The new Iraqi security services have taken a bigger role in fighting the insurgency. Last month, the crackdown arrived at Mr. Hassan’s home. He says a group of about 20 Iraqi commandos jumped the wall of his home and kicked open the front door in the middle of the night.

They fired a warning shot into the living-room floor and demanded to know what tribe Mr. Hassan’s family belonged to, he says. When he and his father said “Dulaimi” — a large Sunni tribe based in an insurgent-dominated area — he says the commandos put guns to their heads. Mr. Hassan says he was dragged out of bed in his underwear and arrested, along with his 53-year-old father and 30-year-old cousin. They were taken away, blindfolded and handcuffed, he says.

In all, the commandos rounded up nearly 40 Sunni men from the neighborhood, according to Mr. Hassan. He says they were taken to the downtown Baghdad headquarters of the Wolf Brigade, a division of the Iraqi security forces. They were interrogated and treated harshly, deprived of water and food, and not allowed to use the bathroom, according to Mr. Hassan and others who were detained with him. Mr. Hassan says he was accused of being a Sunni terrorist.

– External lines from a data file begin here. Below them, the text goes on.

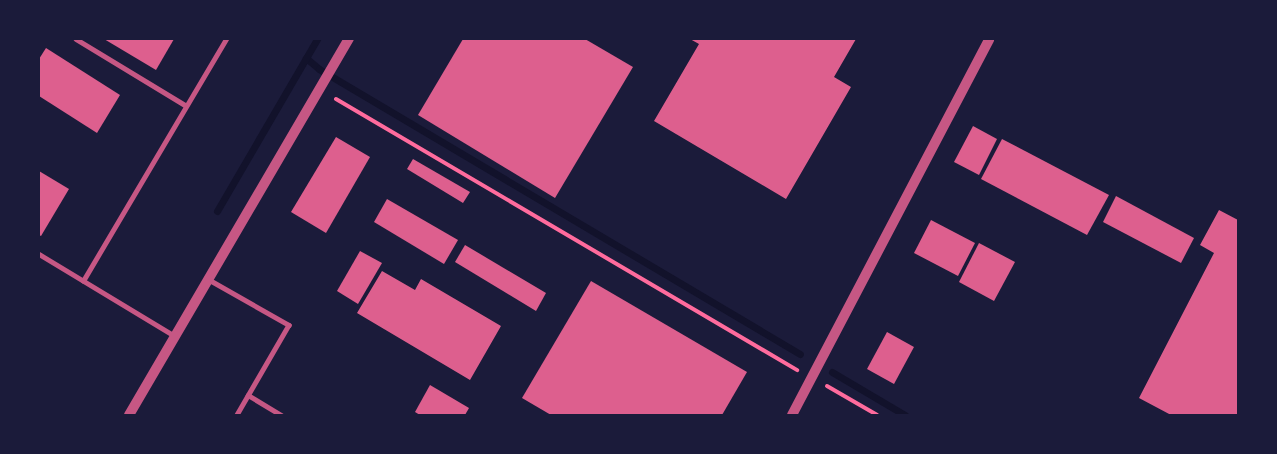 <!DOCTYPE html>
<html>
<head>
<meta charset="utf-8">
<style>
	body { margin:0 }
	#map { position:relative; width:1277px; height:454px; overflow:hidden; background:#1b1b3a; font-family:Rubik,sans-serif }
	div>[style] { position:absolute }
	.stream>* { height:7px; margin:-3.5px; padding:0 3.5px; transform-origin:3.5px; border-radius:3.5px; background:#12122b }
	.building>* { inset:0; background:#dd5f8e }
	.path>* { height:4px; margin:-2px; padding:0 2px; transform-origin:2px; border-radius:2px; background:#ff6b9d }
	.service>* { height:4.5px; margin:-2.25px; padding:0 2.25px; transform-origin:2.25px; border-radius:2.25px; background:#c65784 }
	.tertiary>* { height:10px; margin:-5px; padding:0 5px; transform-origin:5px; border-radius:5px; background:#c65784 }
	span { translate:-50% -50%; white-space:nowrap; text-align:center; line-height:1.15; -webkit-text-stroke:5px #1b1b3a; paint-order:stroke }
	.frame { position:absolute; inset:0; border:40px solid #1b1b3a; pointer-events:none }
</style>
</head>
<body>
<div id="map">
	<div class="stream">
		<div style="left:306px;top:58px;width:17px;rotate:40deg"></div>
		<div style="left:319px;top:69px;width:559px;rotate:30.65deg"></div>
		<div style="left:217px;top:211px;width:199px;rotate:-59.8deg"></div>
		<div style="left:832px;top:372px;width:85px;rotate:30.5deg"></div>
	</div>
	<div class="building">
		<div style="clip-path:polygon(104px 39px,174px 39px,156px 70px)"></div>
		<div style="clip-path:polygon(463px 39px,585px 39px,633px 67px,555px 198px,418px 115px)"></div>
		<div style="clip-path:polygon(690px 39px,856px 39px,834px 77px,851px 87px,786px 199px,654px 121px,699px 44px)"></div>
		<div style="clip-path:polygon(46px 48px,120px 95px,97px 133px,39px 96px,39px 59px)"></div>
		<div style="clip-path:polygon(973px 126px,997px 139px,979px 175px,954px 162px)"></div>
		<div style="clip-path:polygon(336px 137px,370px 157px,326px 233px,291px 212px)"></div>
		<div style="clip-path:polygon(1002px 139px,1109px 195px,1087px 235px,981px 179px)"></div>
		<div style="clip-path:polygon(413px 159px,470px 192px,463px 203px,407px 169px)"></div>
		<div style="clip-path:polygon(39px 171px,69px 189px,41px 236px,39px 235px)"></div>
		<div style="clip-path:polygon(1116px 196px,1194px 238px,1181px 263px,1103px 222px)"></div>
		<div style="clip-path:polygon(387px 199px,458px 240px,444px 264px,374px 222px)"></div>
		<div style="clip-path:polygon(1219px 210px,1238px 220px,1238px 415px,1171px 415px,1139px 398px,1214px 253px,1200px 245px)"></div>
		<div style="clip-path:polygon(931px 220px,975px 243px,958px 276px,914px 253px)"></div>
		<div style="clip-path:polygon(979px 243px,1015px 262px,994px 301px,959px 282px)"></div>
		<div style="clip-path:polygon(465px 245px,546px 293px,536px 311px,455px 262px)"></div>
		<div style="clip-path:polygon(360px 251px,382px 263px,358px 304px,337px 291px)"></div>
		<div style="clip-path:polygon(382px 271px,415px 290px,421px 279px,501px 326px,470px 380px,357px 313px)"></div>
		<div style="clip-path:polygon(591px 281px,747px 372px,722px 415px,551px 415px,522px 398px)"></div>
		<div style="clip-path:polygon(887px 332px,914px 347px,894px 384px,867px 369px)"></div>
		<div style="clip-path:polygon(430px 385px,469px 408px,465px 415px,420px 415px,415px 412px)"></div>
	</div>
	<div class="path">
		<div style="left:336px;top:99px;width:535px;rotate:30.45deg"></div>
		<div style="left:827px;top:386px;width:58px;rotate:30.1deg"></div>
	</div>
	<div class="service">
		<div style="left:76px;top:39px;width:127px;rotate:31.2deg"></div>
		<div style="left:39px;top:254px;width:159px;rotate:31.1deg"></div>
		<div style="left:208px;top:279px;width:93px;rotate:29.6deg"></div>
		<div style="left:289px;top:325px;width:104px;rotate:120deg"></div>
		<div style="left:83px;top:281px;width:281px;rotate:-59.4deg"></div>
		<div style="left:248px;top:395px;width:39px;rotate:31deg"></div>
	</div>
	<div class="tertiary">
		<div style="left:129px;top:415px;width:436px;rotate:-59.7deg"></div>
		<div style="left:792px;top:415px;width:424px;rotate:-62.3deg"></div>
	</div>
	<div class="frame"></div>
</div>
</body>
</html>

Mr. Hassan was released the next day. But his father and cousin remain in custody, he says, and the family hasn’t been given any information about where or why they are being held.

The Iraqi government declined to comment on any operation in a specific neighborhood. Officials have said the military is focusing attention on Sunni neighborhoods where insurgents are suspected of making inroads. Doura is the top suspected neighborhood in Baghdad for harboring insurgent cells and sympathizers, according to a senior American military intelligence official.

Mr. Hassan is convinced his family was targeted solely because they are Sunni. He suspects his Shiite neighbors told security forces looking for Sunnis which houses to raid. He says one commando told him he should watch himself because the informer lives in their neighborhood.

Mr. Hassan says he and his family don’t trust any of their neighbors now and don’t allow the women in the family to socialize with them at all. With the few Shiite customers he has left, he avoids even making small talk. “I hate them,” he says.

“The government talks about respecting human rights and treating Sunnis and Shiites equally, but it’s only talk for the media,” says Mr. Hassan. “In reality, they are dividing us more and more every day.”

Mr. Suraybet angrily denies he or other Shiites are causing trouble for Sunni neighbors. He hasn’t informed on any neighbors, he says, but knows others who have. And he says he is happy they did. “The Sunnis who are getting arrested now deserve it,” he says. “They are terrorists and our new government and our new police will deal with them.”

Now many of the Sunni men in Doura — fearing mass arrests — leave their homes each night to sleep on relatives’ floors in other neighborhoods, until tensions settle down. Some are thinking of selling their homes and moving to a neighborhood in Baghdad where only Sunnis live. Still others whisper about staying and joining the insurgency.